Sure enough, though voters had absolutely no new information about Clinton’s behavior, the non-fire apparently had enough smoke to send undecideds scurrying to Donald Trump, who, to his tactical credit, uncharacteristically kept his mouth shut long enough for the spotlight to scorch his opponent. But, as polling aggregators FiveThirtyEight and RealClearPolitics reveal, Trump had actually been gaining ground since his debate-induced nadir around Oct. 18.

In fact, Trump’s support since clinching his party’s nomination has followed a predictable pattern. It rose after events like Comey’s highly critical non-indictment of Clinton, the Republican National Convention, and Clinton’s Sept. 11 health scare. It plummeted after such obviously disqualifying moments as when he delegitimized a federal judge based on his parents’ nationality, mocked the grieving parents of a fallen soldier, or crumbled in a debate, and of course after the Billy Bush tapes were released. Other than the Khan debacle, which coincided with Clinton’s “convention bounce,” Trump’s numbers largely rose and fell not against Clinton’s but against those of Gary Johnson and “undecided,” evincing that the voters causing these swings weren’t moderates but rather Republicans at the margins of Trump’s base, some of whom decided after each implosion that they couldn’t tolerate his racism/unpatriotism/immaturity/sexual assault.

But in between these turning points, Trump’s support ticked back up, a tenth of a percentage point at a time. After each incident, five to seven percent of the country dropped Trump in disgust, only to pick him back up over the next few weeks. What the hell gives?

I don’t know, of course, but one explanation makes sense to me. When Trump shatters each of these political norms, he remains, well, a major party’s nominee for President. In a strange tautology, whatever he does becomes part of the range of normal presidential-candidate behavior. As the norm adjusts, the voters who instinctively rejected his violations no longer see them as violations. For the polls to make sense, millions of Americans must exist who decided they could not stomach a man who brags about getting away with groping married women, only to decide—within weeks or days—that they could, after all, even before Comey’s letter.

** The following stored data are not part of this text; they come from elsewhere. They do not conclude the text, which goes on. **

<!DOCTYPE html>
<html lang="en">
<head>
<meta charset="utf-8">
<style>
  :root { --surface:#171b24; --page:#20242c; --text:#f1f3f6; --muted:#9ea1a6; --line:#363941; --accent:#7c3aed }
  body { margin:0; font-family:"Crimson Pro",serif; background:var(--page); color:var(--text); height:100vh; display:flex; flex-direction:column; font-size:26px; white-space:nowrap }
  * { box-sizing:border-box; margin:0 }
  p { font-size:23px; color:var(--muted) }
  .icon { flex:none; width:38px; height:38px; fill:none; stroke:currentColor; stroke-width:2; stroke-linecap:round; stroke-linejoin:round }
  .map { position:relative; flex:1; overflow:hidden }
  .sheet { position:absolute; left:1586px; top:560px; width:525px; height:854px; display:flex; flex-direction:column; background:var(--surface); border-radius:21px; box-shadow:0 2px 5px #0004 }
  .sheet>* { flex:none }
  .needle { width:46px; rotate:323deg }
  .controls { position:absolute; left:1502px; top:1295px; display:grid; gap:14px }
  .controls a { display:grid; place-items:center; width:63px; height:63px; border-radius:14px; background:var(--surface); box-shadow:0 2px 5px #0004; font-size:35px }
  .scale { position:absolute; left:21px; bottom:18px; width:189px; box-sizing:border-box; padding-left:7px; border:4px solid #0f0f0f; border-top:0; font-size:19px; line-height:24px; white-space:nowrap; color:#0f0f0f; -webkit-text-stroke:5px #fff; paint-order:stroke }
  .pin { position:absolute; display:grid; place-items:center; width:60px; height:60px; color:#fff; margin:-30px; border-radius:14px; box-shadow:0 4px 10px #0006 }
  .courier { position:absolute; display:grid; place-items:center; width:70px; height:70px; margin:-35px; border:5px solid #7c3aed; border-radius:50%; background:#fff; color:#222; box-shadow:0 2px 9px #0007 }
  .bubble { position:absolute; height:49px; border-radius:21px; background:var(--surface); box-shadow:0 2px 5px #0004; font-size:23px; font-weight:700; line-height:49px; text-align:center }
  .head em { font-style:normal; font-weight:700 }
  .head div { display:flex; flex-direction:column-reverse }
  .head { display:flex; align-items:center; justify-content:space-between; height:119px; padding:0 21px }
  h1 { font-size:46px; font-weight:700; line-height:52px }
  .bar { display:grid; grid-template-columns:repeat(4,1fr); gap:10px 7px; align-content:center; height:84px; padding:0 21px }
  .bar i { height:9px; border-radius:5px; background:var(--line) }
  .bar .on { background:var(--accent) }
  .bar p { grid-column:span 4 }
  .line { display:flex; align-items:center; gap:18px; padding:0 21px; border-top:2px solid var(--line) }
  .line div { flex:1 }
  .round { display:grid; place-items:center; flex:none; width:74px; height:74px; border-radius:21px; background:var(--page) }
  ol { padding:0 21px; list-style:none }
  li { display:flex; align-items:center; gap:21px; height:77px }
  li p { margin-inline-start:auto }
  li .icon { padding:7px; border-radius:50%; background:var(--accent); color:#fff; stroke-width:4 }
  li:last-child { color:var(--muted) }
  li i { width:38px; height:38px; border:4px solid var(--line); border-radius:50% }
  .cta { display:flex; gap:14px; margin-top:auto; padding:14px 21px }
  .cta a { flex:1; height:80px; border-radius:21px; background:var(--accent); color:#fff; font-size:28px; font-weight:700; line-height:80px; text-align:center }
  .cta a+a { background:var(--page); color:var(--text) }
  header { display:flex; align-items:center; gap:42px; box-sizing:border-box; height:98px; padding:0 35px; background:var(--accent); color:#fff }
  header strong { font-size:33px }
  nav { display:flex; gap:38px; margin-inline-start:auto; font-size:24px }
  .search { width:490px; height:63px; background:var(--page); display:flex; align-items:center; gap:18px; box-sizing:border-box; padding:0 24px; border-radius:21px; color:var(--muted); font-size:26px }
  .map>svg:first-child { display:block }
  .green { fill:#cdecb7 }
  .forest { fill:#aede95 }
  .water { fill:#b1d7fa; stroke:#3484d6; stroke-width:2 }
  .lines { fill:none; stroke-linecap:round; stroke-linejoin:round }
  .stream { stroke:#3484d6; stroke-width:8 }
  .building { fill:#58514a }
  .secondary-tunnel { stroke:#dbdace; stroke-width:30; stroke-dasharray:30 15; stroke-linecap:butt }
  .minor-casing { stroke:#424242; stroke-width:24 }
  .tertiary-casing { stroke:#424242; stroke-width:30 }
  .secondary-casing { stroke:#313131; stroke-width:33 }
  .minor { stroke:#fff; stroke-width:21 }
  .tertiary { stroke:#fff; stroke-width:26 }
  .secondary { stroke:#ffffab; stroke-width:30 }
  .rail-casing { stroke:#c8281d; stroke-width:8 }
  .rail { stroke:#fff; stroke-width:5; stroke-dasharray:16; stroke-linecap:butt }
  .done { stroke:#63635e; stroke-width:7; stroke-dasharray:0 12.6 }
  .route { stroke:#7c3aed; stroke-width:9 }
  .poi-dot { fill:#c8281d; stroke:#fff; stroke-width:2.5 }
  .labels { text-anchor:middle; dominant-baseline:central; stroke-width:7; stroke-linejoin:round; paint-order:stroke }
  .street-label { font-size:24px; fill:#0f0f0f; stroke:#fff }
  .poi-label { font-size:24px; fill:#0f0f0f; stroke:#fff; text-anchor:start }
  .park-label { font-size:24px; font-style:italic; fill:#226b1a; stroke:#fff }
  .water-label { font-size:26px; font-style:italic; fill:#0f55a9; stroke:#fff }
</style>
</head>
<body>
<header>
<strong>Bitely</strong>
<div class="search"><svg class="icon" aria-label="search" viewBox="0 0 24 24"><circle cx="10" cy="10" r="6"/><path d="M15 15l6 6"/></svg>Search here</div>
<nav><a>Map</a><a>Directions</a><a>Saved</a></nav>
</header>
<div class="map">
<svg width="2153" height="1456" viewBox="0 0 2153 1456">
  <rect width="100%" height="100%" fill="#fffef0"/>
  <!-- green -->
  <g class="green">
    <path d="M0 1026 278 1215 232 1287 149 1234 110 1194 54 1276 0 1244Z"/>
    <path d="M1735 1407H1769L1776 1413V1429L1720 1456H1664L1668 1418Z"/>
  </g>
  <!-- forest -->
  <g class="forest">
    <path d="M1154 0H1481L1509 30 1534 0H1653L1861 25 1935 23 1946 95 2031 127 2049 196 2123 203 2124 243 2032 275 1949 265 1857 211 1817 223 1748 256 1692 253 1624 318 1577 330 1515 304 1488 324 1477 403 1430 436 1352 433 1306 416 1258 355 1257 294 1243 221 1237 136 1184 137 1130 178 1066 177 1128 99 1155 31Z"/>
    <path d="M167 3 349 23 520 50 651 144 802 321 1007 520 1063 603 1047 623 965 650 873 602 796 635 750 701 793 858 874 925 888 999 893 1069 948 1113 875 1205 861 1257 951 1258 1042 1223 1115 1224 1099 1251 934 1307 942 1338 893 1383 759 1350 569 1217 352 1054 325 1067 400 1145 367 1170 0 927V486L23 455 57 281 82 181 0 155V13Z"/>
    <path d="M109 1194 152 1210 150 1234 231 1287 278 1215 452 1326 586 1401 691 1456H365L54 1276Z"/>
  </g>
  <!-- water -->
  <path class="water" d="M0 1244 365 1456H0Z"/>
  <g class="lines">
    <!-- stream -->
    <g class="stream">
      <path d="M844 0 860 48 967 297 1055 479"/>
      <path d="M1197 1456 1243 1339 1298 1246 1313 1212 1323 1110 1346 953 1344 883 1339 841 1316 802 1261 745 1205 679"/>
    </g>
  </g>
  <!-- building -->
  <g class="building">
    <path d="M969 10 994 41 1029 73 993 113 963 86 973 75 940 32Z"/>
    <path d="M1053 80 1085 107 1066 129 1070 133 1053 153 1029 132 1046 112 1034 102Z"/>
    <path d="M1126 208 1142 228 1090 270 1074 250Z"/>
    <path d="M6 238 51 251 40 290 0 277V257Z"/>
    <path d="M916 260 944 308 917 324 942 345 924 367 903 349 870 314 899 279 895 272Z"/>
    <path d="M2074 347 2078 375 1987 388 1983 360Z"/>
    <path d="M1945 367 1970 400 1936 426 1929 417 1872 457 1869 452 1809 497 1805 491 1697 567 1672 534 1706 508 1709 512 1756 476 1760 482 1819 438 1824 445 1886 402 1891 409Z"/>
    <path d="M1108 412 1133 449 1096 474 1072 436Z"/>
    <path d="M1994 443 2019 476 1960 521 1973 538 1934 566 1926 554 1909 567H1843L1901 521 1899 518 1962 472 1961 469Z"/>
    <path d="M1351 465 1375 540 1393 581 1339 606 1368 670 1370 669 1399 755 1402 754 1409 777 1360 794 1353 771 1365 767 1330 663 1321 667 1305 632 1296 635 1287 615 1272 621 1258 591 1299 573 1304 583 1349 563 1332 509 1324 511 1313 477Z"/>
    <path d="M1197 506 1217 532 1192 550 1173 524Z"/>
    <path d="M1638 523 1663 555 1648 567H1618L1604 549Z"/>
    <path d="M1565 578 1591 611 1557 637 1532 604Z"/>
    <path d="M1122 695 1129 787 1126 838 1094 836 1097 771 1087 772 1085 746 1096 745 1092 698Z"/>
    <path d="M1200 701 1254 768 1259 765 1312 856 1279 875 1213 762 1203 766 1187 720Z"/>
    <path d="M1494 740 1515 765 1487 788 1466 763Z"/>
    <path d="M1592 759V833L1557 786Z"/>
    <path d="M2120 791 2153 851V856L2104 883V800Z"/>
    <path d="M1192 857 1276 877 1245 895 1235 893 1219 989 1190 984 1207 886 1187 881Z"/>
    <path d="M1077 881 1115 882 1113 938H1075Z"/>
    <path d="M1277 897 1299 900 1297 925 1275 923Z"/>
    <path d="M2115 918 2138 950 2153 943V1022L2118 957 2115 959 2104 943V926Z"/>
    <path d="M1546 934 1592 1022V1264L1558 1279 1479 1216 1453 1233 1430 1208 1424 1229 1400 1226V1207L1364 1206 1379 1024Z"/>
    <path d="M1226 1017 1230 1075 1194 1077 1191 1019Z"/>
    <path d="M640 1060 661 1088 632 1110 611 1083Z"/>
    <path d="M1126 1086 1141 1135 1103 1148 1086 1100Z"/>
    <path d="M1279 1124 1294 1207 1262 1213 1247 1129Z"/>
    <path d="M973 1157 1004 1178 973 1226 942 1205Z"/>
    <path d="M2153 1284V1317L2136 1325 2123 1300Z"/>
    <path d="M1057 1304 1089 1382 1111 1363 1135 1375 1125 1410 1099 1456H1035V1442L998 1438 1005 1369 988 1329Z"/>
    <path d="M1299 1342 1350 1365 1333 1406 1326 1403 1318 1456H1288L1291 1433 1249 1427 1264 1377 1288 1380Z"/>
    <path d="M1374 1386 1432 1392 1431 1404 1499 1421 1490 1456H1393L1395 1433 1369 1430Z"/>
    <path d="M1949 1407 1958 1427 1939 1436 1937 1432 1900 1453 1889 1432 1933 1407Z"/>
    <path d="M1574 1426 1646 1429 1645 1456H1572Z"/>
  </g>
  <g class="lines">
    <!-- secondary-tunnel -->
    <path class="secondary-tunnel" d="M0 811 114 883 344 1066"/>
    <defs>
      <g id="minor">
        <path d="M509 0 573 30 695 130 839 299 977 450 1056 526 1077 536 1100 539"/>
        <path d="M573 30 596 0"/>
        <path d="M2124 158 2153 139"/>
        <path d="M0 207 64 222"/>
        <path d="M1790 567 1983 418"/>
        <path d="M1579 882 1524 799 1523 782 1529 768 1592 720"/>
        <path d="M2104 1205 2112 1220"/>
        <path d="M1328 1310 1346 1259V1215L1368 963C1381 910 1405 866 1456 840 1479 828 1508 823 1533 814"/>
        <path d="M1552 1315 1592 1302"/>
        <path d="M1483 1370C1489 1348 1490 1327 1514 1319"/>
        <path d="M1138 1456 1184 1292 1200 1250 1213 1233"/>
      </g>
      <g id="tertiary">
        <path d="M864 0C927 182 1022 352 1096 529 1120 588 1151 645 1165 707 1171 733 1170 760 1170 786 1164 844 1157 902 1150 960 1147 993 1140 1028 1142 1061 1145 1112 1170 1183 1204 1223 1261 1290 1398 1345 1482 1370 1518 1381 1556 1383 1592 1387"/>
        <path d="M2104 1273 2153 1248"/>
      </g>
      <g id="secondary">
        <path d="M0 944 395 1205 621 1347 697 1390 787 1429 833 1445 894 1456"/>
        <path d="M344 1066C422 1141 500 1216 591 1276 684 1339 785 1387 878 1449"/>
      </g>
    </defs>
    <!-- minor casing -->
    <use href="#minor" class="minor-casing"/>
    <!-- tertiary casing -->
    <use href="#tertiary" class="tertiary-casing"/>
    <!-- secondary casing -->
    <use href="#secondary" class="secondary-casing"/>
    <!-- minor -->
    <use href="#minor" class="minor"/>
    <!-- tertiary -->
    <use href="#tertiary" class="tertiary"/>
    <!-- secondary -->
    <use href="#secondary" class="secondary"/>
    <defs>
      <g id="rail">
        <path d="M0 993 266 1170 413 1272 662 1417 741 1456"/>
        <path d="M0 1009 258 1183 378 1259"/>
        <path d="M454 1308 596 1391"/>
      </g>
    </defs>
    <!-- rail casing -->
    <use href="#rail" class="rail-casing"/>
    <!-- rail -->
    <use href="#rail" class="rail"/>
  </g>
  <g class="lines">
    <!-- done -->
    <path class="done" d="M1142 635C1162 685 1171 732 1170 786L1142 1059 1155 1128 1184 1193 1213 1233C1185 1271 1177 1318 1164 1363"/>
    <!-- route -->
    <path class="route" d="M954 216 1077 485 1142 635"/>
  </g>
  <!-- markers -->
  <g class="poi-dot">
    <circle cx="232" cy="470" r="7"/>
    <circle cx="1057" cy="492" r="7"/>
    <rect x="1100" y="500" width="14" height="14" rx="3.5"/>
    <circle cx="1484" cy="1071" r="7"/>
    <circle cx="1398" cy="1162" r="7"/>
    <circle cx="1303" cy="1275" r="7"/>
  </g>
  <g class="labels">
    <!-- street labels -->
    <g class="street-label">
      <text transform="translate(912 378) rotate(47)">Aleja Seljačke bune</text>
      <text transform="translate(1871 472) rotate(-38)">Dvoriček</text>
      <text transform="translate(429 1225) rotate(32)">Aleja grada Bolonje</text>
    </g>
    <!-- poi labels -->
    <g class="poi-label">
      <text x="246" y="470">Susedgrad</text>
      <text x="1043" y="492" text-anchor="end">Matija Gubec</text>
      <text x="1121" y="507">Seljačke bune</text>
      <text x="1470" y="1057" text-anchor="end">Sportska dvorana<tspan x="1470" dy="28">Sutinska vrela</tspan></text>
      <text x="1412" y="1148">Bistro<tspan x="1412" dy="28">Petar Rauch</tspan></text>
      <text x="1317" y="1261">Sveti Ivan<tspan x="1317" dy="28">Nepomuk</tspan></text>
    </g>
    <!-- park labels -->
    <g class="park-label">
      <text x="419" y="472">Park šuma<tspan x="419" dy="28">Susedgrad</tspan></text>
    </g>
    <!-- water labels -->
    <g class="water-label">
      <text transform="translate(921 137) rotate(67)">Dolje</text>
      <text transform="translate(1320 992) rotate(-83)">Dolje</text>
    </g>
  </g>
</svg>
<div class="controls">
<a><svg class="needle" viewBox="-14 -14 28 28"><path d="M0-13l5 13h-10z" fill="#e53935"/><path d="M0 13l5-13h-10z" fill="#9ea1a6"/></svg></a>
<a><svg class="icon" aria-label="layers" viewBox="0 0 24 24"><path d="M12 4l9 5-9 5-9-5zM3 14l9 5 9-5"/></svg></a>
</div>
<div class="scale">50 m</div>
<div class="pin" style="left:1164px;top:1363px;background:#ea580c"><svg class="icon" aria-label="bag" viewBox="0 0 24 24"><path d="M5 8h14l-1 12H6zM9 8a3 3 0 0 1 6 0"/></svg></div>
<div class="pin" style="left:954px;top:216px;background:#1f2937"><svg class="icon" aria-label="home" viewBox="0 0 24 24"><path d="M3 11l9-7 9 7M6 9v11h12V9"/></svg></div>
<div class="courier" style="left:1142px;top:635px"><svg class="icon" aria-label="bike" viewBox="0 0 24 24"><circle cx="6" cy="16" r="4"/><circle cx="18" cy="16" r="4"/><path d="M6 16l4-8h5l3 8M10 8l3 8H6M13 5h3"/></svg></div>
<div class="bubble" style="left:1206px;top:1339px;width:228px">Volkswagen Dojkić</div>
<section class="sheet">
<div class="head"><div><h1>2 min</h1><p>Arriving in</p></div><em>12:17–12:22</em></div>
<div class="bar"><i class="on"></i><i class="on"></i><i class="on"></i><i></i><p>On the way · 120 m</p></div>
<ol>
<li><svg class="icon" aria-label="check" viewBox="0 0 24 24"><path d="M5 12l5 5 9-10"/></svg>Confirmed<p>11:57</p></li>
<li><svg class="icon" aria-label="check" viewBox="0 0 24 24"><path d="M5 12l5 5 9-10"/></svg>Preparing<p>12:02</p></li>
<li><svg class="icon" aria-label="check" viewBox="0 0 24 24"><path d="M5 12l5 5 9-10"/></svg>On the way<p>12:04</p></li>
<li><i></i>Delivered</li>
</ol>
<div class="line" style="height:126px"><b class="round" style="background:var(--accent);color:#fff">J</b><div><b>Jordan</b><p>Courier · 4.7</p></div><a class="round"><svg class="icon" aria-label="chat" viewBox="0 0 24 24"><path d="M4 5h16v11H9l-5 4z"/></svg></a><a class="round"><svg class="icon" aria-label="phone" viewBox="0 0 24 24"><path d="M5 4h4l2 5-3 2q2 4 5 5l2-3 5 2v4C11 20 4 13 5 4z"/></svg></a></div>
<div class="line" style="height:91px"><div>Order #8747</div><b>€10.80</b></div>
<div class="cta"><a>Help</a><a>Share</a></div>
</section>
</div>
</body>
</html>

That is, in a word, horrifying. In one wild ego trip of a campaign, Donald Trump—and, never forget, the establishment Republicans who enabled him—has already made sexual assault, overt prejudice, and indifference to reality more acceptable to his tens of millions of supporters and, probably, to future candidates on both sides of the aisle. He could lose by 10 and still have done incalculable damage to the political process and to the social fabric tenuously holding the country’s angry factions together.